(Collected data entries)
++++
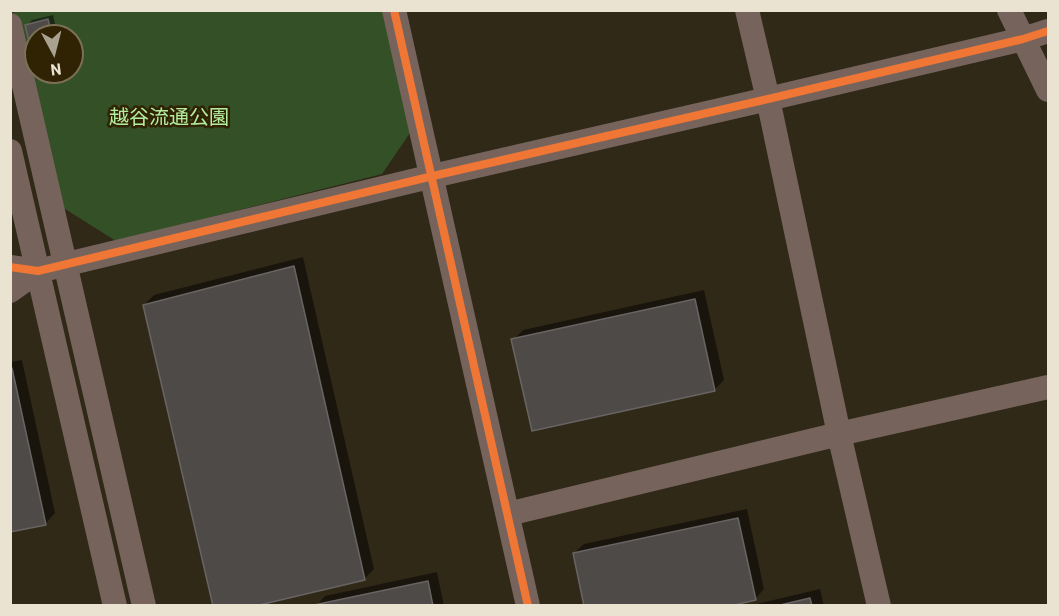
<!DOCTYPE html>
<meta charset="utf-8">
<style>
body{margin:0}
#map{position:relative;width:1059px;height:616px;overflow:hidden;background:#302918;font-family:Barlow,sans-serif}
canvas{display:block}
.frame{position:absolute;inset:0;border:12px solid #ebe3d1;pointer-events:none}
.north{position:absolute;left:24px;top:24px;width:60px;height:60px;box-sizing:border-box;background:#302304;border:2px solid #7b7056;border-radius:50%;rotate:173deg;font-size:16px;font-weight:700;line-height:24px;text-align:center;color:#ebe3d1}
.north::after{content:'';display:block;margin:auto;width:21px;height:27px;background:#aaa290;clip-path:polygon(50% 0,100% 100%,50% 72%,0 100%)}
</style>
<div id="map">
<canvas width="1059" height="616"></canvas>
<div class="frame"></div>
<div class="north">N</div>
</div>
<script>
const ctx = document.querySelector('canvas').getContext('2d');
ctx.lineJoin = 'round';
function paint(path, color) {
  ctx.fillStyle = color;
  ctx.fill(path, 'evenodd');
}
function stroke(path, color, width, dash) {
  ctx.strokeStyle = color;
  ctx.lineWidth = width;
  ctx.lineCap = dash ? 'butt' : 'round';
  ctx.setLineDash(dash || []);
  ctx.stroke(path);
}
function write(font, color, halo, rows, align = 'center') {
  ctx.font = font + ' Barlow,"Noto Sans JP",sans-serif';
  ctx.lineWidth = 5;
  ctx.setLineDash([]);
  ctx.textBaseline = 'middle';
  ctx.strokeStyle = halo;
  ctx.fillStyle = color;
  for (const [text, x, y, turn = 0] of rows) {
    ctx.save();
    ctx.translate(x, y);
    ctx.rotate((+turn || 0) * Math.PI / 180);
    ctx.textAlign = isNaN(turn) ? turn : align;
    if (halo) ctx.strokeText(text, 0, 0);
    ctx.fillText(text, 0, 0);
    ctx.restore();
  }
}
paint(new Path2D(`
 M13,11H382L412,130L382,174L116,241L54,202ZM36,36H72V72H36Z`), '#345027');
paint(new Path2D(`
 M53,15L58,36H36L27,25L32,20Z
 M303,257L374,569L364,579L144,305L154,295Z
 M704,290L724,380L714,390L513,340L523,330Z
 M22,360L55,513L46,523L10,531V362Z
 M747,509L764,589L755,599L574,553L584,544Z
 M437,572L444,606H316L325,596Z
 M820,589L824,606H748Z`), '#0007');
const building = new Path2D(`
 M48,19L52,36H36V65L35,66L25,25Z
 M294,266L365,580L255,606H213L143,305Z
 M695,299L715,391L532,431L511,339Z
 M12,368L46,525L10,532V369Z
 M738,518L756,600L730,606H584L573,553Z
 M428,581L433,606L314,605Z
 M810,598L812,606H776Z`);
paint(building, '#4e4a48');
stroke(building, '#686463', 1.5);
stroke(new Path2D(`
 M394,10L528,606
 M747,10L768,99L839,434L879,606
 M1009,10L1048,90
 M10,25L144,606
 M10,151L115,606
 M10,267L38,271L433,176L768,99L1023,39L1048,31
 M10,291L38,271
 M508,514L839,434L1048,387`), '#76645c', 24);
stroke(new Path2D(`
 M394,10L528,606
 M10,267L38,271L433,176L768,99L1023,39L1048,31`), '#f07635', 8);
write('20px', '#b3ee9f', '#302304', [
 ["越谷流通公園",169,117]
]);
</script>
++++
Problem |
Which lines above run from the one containing "ctx.lineWidth = width;" down to the one containing "M48,19L52,36H36V65L35,66L25,25Z"? Repeat exactly those, both ends included, and nothing else.

Solution |
  ctx.lineWidth = width;
  ctx.lineCap = dash ? 'butt' : 'round';
  ctx.setLineDash(dash || []);
  ctx.stroke(path);
}
function write(font, color, halo, rows, align = 'center') {
  ctx.font = font + ' Barlow,"Noto Sans JP",sans-serif';
  ctx.lineWidth = 5;
  ctx.setLineDash([]);
  ctx.textBaseline = 'middle';
  ctx.strokeStyle = halo;
  ctx.fillStyle = color;
  for (const [text, x, y, turn = 0] of rows) {
    ctx.save();
    ctx.translate(x, y);
    ctx.rotate((+turn || 0) * Math.PI / 180);
    ctx.textAlign = isNaN(turn) ? turn : align;
    if (halo) ctx.strokeText(text, 0, 0);
    ctx.fillText(text, 0, 0);
    ctx.restore();
  }
}
paint(new Path2D(`
 M13,11H382L412,130L382,174L116,241L54,202ZM36,36H72V72H36Z`), '#345027');
paint(new Path2D(`
 M53,15L58,36H36L27,25L32,20Z
 M303,257L374,569L364,579L144,305L154,295Z
 M704,290L724,380L714,390L513,340L523,330Z
 M22,360L55,513L46,523L10,531V362Z
 M747,509L764,589L755,599L574,553L584,544Z
 M437,572L444,606H316L325,596Z
 M820,589L824,606H748Z`), '#0007');
const building = new Path2D(`
 M48,19L52,36H36V65L35,66L25,25Z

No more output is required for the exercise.